Where a line in the material beneath contains "lane", count it. Give the number only.

·····

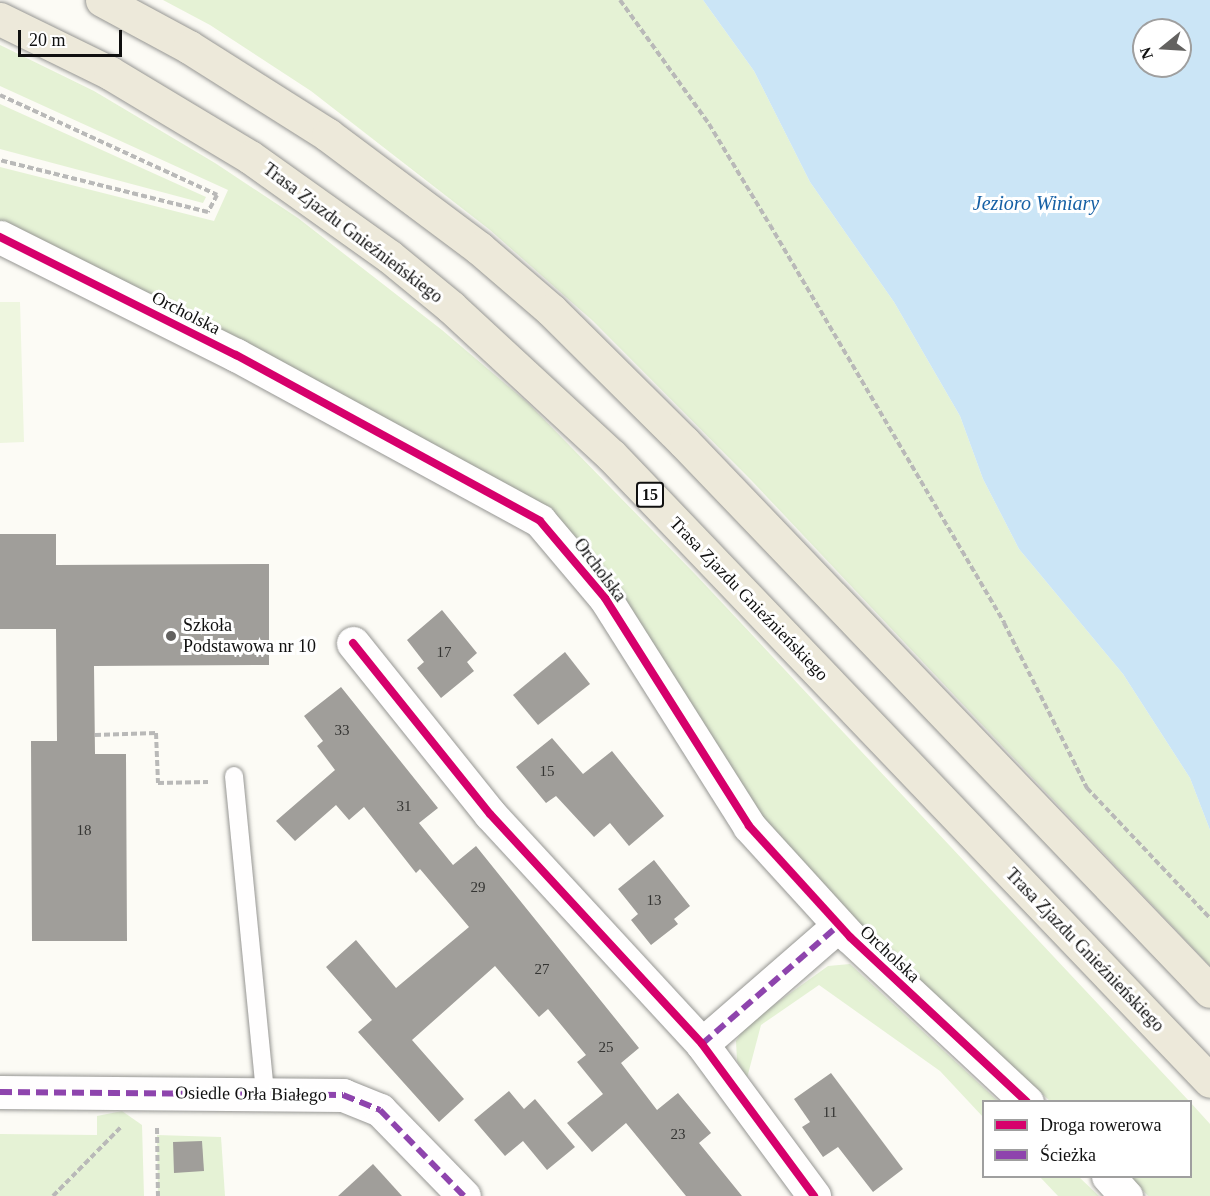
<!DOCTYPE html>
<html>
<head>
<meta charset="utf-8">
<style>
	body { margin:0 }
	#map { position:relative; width:1210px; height:1196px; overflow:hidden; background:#fcfbf5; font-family:Georgia,serif }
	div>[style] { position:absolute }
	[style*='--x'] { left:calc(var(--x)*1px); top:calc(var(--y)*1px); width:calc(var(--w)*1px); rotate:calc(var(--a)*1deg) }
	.green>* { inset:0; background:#e5f2d5 }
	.pitch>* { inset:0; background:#eef6df }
	.water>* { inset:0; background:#cbe5f6 }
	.building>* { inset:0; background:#a09e9a }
	.path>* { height:4px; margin-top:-2px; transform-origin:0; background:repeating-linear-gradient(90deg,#b9b9b8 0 6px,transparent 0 9px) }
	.roads { filter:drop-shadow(0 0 2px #969693) drop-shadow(0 0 2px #969693) }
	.lane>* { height:18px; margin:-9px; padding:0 9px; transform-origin:9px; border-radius:9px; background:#fffefe }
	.street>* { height:33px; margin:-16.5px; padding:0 16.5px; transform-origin:16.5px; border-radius:16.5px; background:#fffefe }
	.primary>* { height:33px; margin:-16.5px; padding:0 16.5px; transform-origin:16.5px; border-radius:16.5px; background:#ede9da }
	.quiet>* { height:6px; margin-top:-3px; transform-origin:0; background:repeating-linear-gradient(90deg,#8e44ad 0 12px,transparent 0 18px) }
	.cycleway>* { height:8px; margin:-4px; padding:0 4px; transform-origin:4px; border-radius:4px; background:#d6006c }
	.dots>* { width:16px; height:16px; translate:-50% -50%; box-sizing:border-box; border:3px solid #fff; border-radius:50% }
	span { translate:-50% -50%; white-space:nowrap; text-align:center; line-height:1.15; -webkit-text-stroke:6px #fff; paint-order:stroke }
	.number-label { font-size:15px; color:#343432 }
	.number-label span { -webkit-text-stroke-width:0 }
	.shield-label span { padding:2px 4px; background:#fff; border:2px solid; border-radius:4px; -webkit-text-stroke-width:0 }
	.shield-label { font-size:16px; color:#101010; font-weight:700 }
	.street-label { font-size:18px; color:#101010 }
	.poi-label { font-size:18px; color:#101010 }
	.left { translate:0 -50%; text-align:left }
	.water-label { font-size:20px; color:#1660a5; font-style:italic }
	.legend { position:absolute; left:982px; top:1100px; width:210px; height:78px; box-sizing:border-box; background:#fff; border:2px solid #9f9f9f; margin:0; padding:8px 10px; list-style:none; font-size:18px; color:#101010 }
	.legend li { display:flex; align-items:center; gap:12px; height:30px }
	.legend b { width:30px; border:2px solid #9f9f9f }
	.north { position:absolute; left:1132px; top:18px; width:60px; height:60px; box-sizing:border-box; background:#fff; border:2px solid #9f9f9f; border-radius:50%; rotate:252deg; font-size:16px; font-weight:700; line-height:24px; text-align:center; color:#101010 }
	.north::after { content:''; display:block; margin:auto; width:21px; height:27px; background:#636260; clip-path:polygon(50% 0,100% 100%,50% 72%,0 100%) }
	.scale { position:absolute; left:18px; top:30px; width:104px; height:27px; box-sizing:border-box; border:3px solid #101010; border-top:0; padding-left:8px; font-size:18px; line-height:21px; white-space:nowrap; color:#101010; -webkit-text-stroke:4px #fff; paint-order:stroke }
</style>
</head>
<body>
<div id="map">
	<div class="green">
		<i style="clip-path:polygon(163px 0,703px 0,754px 71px,810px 182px,894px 302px,960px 416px,983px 479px,1019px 549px,1123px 674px,1190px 778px,1210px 830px,1210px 966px,751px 480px,593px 321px,490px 230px,311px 91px,210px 25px)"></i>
		<i style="clip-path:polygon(0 45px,94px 91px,215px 163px,298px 218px,442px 330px,528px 403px,696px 575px,1189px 1101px,1050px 1101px,857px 926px,762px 819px,586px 552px,0 224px,0 167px,214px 221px,228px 190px,0 86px)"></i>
		<i style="clip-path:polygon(0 104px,206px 197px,203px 203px,0 149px)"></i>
		<i style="clip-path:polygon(850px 964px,998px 1101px,984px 1102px,983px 1117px,940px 1071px,819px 985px,761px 1025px,747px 1078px,737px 1061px,736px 1041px,746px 1025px,828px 966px)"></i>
		<i style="clip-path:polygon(1191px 1103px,1210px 1124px,1210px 1196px,1148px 1196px,1131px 1177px,1190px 1176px)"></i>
		<i style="clip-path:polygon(122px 1111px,142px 1125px,144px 1196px,0 1196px,0 1134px,97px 1135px,97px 1116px)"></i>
		<i style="clip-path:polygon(157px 1135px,221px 1137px,225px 1196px,158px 1196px)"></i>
		<i style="clip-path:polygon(1040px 1177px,1079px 1177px,1099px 1196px,1058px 1196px)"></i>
	</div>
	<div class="pitch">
		<i style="clip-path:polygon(0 302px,20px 302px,24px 442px,0 443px)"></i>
	</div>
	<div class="water">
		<i style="clip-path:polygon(evenodd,703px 0,1210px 0,1210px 830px,1190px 778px,1123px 674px,1019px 549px,983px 479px,960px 416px,894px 302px,810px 182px,754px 71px,703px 0,1144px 30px,1180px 30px,1180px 66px,1144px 66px,1144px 30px)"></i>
	</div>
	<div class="building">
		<i style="clip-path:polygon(0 534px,56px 534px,56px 565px,269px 564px,269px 665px,94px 666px,95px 754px,126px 754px,127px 941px,32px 941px,31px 741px,57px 741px,56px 629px,0 629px)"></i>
		<i style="clip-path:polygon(442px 610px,477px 653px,467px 662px,474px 671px,441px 698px,417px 668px,424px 662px,407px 640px)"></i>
		<i style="clip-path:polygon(565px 652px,590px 684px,538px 725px,513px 695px)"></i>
		<i style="clip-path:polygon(341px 687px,438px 808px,419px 823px,453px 865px,476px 846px,639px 1048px,621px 1063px,657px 1110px,678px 1093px,711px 1133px,699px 1143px,742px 1196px,686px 1196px,626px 1123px,592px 1152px,567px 1123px,603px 1094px,577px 1062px,586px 1055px,548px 1009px,539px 1017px,495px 966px,412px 1040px,464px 1099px,439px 1122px,358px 1032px,372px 1020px,326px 967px,356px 940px,396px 988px,469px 927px,420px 869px,416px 873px,364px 807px,349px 820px,336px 805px,295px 841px,276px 821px,335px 770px,317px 746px,323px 741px,304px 716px)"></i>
		<i style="clip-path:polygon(552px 738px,583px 774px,612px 751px,664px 816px,629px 846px,610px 823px,594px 837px,556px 796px,546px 803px,516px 767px)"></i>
		<i style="clip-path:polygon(654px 860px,690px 906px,674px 919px,678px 924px,651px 945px,631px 920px,638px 914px,618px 889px)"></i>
		<i style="clip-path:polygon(831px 1073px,903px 1169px,873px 1192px,838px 1147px,823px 1157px,802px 1127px,810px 1122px,794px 1099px)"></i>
		<i style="clip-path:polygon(509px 1091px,524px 1109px,535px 1099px,575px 1147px,547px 1170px,523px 1141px,505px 1156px,474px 1120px)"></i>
		<i style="clip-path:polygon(202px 1141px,204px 1171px,174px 1173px,173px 1142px)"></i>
		<i style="clip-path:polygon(373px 1164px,402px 1196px,338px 1196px)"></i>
	</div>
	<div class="path">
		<i style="--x:620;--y:0;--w:153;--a:54.3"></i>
		<i style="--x:709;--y:124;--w:118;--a:58.9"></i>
		<i style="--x:770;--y:225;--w:462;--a:59.5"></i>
		<i style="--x:1004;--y:623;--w:185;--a:63.3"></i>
		<i style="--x:1087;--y:788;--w:179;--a:46.6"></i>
		<i style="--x:0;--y:95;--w:239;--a:24.7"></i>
		<i style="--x:217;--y:195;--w:19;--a:118"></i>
		<i style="--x:208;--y:212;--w:214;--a:-166"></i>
		<i style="--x:95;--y:735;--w:61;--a:-1.9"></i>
		<i style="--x:156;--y:733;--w:50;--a:87.7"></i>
		<i style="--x:158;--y:783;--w:50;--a:-1.1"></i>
		<i style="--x:157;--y:1128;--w:68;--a:89.2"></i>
		<i style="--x:53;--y:1196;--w:97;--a:-45.4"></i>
	</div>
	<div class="roads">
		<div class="lane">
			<i style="--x:234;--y:776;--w:319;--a:84.4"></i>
		</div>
		<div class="street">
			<i style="--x:0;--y:237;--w:264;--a:26.6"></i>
			<i style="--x:236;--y:355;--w:346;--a:28.6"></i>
			<i style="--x:540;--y:521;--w:101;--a:49.8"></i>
			<i style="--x:605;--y:598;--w:270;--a:57.7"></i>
			<i style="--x:749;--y:826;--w:150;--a:47.7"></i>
			<i style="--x:850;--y:937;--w:242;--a:43"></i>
			<i style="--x:353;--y:643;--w:219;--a:51.3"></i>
			<i style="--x:490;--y:814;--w:313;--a:47.3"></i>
			<i style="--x:702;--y:1044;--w:189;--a:53.6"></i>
			<i style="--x:702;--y:1044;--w:181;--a:-41"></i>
			<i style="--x:0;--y:1092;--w:343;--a:0.5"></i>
			<i style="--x:343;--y:1095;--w:40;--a:22"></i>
			<i style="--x:380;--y:1110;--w:120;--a:45.7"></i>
			<i style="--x:1108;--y:1176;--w:27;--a:48"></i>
		</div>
		<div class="primary">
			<i style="--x:102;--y:0;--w:99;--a:28.4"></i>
			<i style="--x:189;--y:47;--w:165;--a:32.3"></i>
			<i style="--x:328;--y:135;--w:189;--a:36.8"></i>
			<i style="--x:479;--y:248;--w:95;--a:40.7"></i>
			<i style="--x:551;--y:310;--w:187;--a:44.8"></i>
			<i style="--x:684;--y:442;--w:760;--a:46.23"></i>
			<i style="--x:0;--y:19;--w:123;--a:26.1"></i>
			<i style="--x:110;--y:73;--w:163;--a:31"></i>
			<i style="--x:250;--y:157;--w:171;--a:35.5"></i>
			<i style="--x:389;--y:256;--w:80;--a:39.4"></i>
			<i style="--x:451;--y:307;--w:218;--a:42.8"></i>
			<i style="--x:611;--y:455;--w:866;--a:46.26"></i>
		</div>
	</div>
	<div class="quiet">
		<i style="--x:702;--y:1044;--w:181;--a:-41"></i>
		<i style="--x:0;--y:1092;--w:343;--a:0.5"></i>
		<i style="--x:343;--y:1095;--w:40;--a:22"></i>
		<i style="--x:380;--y:1110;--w:120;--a:45.7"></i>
	</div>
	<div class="cycleway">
		<i style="--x:0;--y:237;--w:264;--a:26.6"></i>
		<i style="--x:236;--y:355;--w:346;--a:28.6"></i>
		<i style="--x:540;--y:521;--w:101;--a:49.8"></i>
		<i style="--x:605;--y:598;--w:270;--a:57.7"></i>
		<i style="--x:749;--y:826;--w:150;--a:47.7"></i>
		<i style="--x:850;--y:937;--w:242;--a:43"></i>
		<i style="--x:353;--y:643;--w:219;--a:51.3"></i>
		<i style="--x:490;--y:814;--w:313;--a:47.3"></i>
		<i style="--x:702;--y:1044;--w:189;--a:53.6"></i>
	</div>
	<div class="dots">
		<i style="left:171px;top:636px;background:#636260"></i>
	</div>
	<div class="number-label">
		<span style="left:444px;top:653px">17</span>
		<span style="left:342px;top:731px">33</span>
		<span style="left:547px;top:772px">15</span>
		<span style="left:404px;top:807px">31</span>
		<span style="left:84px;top:831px">18</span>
		<span style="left:478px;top:888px">29</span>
		<span style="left:654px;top:901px">13</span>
		<span style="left:542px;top:970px">27</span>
		<span style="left:606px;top:1048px">25</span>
		<span style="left:830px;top:1113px">11</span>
		<span style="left:678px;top:1135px">23</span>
	</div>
	<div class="shield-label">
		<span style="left:650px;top:495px">15</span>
	</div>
	<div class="street-label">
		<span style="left:353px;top:233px;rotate:37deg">Trasa Zjazdu Gnieźnieńskiego</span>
		<span style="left:186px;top:313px;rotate:27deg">Orcholska</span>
		<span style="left:600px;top:570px;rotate:53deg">Orcholska</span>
		<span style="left:749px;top:599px;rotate:46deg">Trasa Zjazdu Gnieźnieńskiego</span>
		<span style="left:1085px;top:950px;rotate:46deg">Trasa Zjazdu Gnieźnieńskiego</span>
		<span style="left:890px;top:954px;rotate:43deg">Orcholska</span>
		<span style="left:251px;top:1094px;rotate:1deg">Osiedle Orła Białego</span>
	</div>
	<div class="poi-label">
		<span class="left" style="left:183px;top:636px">Szkoła<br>Podstawowa nr 10</span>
	</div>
	<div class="water-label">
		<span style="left:1036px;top:203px">Jezioro Winiary</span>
	</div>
	<ul class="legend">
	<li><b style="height:8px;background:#d6006c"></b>Droga rowerowa</li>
	<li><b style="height:8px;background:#8e44ad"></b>Ścieżka</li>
	</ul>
	<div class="north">N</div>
	<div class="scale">20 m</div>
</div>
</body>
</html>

·····

Your solution>
2